Exercise requirements :: Up to and including the line with "display:flex; align-items:center; gap:20px;", output the records exactly as they appear.

Provided data ::

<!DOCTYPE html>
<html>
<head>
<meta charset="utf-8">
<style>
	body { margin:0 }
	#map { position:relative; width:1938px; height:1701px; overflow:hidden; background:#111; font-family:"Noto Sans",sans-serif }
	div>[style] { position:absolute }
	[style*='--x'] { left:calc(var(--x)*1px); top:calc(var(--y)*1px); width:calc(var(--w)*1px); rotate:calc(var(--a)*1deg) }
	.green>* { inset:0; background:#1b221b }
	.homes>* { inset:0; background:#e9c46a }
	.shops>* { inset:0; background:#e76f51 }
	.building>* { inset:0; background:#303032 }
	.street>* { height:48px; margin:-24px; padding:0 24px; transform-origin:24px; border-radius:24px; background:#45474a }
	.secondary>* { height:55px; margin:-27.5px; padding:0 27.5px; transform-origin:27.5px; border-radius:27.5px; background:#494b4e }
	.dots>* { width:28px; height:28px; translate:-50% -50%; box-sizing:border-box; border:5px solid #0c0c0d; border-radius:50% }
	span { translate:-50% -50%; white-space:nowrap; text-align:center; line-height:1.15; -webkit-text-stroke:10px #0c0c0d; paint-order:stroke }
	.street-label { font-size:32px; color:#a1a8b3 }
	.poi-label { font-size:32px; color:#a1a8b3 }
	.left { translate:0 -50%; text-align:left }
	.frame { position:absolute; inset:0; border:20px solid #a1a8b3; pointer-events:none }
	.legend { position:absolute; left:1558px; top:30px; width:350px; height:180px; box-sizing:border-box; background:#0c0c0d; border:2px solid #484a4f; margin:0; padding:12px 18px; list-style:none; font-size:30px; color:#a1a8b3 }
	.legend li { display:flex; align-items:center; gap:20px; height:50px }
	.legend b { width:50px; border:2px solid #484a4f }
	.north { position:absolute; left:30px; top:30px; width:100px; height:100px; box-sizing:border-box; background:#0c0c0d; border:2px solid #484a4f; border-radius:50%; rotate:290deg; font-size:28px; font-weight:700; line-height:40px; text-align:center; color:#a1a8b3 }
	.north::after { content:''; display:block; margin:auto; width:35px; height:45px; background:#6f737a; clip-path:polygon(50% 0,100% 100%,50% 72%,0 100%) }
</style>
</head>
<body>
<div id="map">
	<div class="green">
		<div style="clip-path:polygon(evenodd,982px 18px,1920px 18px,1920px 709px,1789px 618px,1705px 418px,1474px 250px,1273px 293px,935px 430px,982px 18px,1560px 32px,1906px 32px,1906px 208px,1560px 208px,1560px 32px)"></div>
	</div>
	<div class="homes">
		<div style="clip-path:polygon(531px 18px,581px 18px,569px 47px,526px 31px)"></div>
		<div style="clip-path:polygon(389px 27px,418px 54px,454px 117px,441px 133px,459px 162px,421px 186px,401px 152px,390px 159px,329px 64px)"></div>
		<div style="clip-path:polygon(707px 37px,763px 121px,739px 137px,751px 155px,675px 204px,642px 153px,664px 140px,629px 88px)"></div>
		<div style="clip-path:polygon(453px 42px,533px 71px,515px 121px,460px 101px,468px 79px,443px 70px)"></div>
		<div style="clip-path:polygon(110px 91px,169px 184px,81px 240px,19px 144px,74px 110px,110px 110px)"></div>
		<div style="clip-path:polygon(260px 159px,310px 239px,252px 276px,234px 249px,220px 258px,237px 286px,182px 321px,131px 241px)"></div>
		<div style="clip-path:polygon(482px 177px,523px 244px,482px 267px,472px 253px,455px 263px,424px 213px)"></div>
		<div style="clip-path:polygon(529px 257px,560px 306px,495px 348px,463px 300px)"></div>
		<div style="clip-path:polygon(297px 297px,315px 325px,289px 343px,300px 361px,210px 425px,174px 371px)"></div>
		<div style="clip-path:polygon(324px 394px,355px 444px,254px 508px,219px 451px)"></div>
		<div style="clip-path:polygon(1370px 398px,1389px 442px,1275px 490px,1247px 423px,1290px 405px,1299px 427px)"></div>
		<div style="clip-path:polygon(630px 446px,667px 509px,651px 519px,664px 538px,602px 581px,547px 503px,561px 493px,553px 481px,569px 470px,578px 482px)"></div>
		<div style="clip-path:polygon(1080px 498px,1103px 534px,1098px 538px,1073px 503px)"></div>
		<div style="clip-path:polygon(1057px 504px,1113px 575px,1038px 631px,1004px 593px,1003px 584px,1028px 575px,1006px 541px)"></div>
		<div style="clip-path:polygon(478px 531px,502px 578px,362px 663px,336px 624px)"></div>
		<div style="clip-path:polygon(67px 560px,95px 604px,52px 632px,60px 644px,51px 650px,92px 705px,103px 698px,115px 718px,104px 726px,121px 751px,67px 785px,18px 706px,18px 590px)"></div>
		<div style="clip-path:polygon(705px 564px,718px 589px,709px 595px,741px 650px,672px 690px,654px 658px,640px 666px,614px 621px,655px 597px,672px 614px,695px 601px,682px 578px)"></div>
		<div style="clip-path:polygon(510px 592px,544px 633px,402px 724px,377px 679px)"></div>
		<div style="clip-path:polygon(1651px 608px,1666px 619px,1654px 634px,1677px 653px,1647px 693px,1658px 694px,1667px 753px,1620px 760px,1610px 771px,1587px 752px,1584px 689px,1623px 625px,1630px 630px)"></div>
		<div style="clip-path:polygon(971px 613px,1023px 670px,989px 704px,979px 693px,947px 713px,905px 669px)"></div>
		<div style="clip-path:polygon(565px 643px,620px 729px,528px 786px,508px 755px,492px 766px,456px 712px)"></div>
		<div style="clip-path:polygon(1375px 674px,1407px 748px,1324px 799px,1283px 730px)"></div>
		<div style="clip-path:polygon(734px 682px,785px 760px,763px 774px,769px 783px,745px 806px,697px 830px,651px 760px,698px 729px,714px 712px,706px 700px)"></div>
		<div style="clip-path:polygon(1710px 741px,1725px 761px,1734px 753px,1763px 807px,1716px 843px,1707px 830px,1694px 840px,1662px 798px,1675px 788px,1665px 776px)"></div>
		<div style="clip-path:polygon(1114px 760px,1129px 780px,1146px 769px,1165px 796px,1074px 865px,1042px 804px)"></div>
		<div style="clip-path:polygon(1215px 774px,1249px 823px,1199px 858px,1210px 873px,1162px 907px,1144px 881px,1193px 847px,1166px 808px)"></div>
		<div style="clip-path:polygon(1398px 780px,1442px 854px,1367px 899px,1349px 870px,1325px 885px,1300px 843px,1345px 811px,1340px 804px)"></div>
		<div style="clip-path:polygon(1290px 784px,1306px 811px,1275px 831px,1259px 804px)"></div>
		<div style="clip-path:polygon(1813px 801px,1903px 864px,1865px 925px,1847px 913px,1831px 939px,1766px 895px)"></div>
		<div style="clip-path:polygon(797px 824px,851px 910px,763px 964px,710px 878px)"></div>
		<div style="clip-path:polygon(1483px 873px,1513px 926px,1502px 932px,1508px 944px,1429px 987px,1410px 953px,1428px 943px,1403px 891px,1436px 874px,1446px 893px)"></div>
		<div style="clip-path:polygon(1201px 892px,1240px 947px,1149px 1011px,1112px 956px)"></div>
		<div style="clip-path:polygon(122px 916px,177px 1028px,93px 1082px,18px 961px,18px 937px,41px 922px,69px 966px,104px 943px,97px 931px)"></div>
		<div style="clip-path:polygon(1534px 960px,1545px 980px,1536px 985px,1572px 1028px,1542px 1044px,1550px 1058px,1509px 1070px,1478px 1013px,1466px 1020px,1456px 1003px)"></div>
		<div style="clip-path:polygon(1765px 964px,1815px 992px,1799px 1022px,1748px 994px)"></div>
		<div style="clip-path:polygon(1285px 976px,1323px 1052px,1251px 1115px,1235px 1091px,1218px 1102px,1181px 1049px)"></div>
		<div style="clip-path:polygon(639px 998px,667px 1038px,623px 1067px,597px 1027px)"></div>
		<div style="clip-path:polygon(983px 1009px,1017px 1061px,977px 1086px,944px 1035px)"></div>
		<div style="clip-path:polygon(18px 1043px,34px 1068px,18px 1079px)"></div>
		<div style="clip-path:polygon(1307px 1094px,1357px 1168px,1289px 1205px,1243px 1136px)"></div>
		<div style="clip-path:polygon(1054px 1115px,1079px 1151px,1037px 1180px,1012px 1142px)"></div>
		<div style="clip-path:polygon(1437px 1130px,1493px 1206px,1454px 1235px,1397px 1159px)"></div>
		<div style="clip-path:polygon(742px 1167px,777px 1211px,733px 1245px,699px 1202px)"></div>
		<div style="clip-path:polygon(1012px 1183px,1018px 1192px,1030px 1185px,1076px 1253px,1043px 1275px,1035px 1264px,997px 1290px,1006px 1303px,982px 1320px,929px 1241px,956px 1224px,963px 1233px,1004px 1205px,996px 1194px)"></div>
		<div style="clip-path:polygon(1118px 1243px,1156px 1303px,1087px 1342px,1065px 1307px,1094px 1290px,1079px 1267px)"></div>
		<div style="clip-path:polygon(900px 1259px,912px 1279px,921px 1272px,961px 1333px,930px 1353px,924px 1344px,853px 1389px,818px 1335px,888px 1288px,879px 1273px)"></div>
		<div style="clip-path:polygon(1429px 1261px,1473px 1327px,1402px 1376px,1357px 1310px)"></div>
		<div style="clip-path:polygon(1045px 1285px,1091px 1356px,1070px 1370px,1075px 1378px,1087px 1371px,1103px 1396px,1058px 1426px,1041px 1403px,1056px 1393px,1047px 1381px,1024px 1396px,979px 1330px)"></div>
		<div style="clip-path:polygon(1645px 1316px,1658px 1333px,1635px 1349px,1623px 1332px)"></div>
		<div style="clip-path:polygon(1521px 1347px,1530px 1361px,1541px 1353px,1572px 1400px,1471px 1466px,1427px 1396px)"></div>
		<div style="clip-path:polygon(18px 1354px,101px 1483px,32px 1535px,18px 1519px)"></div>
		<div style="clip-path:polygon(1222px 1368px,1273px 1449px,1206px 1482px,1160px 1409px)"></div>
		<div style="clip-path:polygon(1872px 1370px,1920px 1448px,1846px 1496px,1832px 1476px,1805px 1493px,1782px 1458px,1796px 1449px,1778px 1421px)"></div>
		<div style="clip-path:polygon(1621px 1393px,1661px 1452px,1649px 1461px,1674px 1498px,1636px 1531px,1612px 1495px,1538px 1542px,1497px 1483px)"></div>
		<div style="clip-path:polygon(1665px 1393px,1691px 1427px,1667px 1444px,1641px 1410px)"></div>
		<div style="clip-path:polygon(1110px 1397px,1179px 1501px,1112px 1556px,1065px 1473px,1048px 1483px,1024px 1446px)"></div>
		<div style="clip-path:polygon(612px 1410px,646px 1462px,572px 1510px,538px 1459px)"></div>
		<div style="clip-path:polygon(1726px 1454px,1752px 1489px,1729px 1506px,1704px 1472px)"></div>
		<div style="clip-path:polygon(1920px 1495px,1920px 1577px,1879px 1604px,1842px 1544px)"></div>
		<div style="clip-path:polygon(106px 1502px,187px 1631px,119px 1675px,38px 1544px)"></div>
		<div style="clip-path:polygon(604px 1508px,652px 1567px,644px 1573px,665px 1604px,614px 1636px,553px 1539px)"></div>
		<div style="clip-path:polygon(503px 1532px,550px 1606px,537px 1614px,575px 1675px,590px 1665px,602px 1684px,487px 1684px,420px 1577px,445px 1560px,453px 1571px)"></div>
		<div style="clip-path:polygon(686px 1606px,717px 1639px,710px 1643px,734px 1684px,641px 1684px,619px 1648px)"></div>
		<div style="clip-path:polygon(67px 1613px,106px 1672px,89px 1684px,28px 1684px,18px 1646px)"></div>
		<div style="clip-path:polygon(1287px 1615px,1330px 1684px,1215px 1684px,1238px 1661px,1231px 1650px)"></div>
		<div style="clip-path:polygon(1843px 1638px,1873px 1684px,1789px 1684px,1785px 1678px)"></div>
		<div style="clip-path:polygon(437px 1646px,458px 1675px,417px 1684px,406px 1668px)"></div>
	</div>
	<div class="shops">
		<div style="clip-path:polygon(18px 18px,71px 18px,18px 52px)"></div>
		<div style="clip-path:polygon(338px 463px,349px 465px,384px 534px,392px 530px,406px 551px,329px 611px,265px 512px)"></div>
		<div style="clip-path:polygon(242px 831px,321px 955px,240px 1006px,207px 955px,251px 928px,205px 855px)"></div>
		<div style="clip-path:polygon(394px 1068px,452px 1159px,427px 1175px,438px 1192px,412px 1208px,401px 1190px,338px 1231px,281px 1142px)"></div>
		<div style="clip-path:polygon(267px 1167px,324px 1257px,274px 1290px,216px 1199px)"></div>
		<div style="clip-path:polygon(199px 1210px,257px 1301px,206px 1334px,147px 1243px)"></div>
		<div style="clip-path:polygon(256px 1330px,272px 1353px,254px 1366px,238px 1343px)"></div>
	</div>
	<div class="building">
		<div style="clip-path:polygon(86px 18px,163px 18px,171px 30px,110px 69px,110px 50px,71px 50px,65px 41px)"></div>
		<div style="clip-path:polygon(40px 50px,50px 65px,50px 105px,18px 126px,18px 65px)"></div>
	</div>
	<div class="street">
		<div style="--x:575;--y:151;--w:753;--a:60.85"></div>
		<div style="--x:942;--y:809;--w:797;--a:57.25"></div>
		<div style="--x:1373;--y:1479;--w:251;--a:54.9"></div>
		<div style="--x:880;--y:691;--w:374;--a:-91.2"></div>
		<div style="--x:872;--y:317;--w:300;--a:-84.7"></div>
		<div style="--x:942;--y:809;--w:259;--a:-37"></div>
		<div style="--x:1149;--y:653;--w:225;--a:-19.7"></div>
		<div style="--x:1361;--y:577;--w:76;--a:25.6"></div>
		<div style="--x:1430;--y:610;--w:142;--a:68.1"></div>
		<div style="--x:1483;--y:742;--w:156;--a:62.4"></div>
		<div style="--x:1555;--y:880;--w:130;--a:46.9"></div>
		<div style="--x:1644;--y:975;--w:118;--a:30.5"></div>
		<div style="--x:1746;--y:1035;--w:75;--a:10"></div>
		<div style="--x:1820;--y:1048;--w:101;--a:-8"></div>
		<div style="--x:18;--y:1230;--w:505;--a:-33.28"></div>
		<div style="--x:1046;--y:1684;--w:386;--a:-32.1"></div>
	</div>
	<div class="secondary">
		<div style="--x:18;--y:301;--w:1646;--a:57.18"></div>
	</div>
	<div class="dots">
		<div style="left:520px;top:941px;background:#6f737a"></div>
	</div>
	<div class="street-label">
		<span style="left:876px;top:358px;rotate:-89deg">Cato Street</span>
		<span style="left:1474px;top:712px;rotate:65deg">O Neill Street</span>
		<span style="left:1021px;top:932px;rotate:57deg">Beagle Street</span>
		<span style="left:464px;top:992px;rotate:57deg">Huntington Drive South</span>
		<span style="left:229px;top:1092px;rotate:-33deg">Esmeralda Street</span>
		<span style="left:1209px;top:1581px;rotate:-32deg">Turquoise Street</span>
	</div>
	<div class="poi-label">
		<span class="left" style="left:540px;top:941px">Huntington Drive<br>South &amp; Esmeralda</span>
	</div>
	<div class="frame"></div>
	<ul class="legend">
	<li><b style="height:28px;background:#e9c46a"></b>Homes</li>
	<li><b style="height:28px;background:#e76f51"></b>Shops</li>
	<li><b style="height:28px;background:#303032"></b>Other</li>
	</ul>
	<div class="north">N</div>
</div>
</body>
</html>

Output for this task ::
<!DOCTYPE html>
<html>
<head>
<meta charset="utf-8">
<style>
	body { margin:0 }
	#map { position:relative; width:1938px; height:1701px; overflow:hidden; background:#111; font-family:"Noto Sans",sans-serif }
	div>[style] { position:absolute }
	[style*='--x'] { left:calc(var(--x)*1px); top:calc(var(--y)*1px); width:calc(var(--w)*1px); rotate:calc(var(--a)*1deg) }
	.green>* { inset:0; background:#1b221b }
	.homes>* { inset:0; background:#e9c46a }
	.shops>* { inset:0; background:#e76f51 }
	.building>* { inset:0; background:#303032 }
	.street>* { height:48px; margin:-24px; padding:0 24px; transform-origin:24px; border-radius:24px; background:#45474a }
	.secondary>* { height:55px; margin:-27.5px; padding:0 27.5px; transform-origin:27.5px; border-radius:27.5px; background:#494b4e }
	.dots>* { width:28px; height:28px; translate:-50% -50%; box-sizing:border-box; border:5px solid #0c0c0d; border-radius:50% }
	span { translate:-50% -50%; white-space:nowrap; text-align:center; line-height:1.15; -webkit-text-stroke:10px #0c0c0d; paint-order:stroke }
	.street-label { font-size:32px; color:#a1a8b3 }
	.poi-label { font-size:32px; color:#a1a8b3 }
	.left { translate:0 -50%; text-align:left }
	.frame { position:absolute; inset:0; border:20px solid #a1a8b3; pointer-events:none }
	.legend { position:absolute; left:1558px; top:30px; width:350px; height:180px; box-sizing:border-box; background:#0c0c0d; border:2px solid #484a4f; margin:0; padding:12px 18px; list-style:none; font-size:30px; color:#a1a8b3 }
	.legend li { display:flex; align-items:center; gap:20px; height:50px }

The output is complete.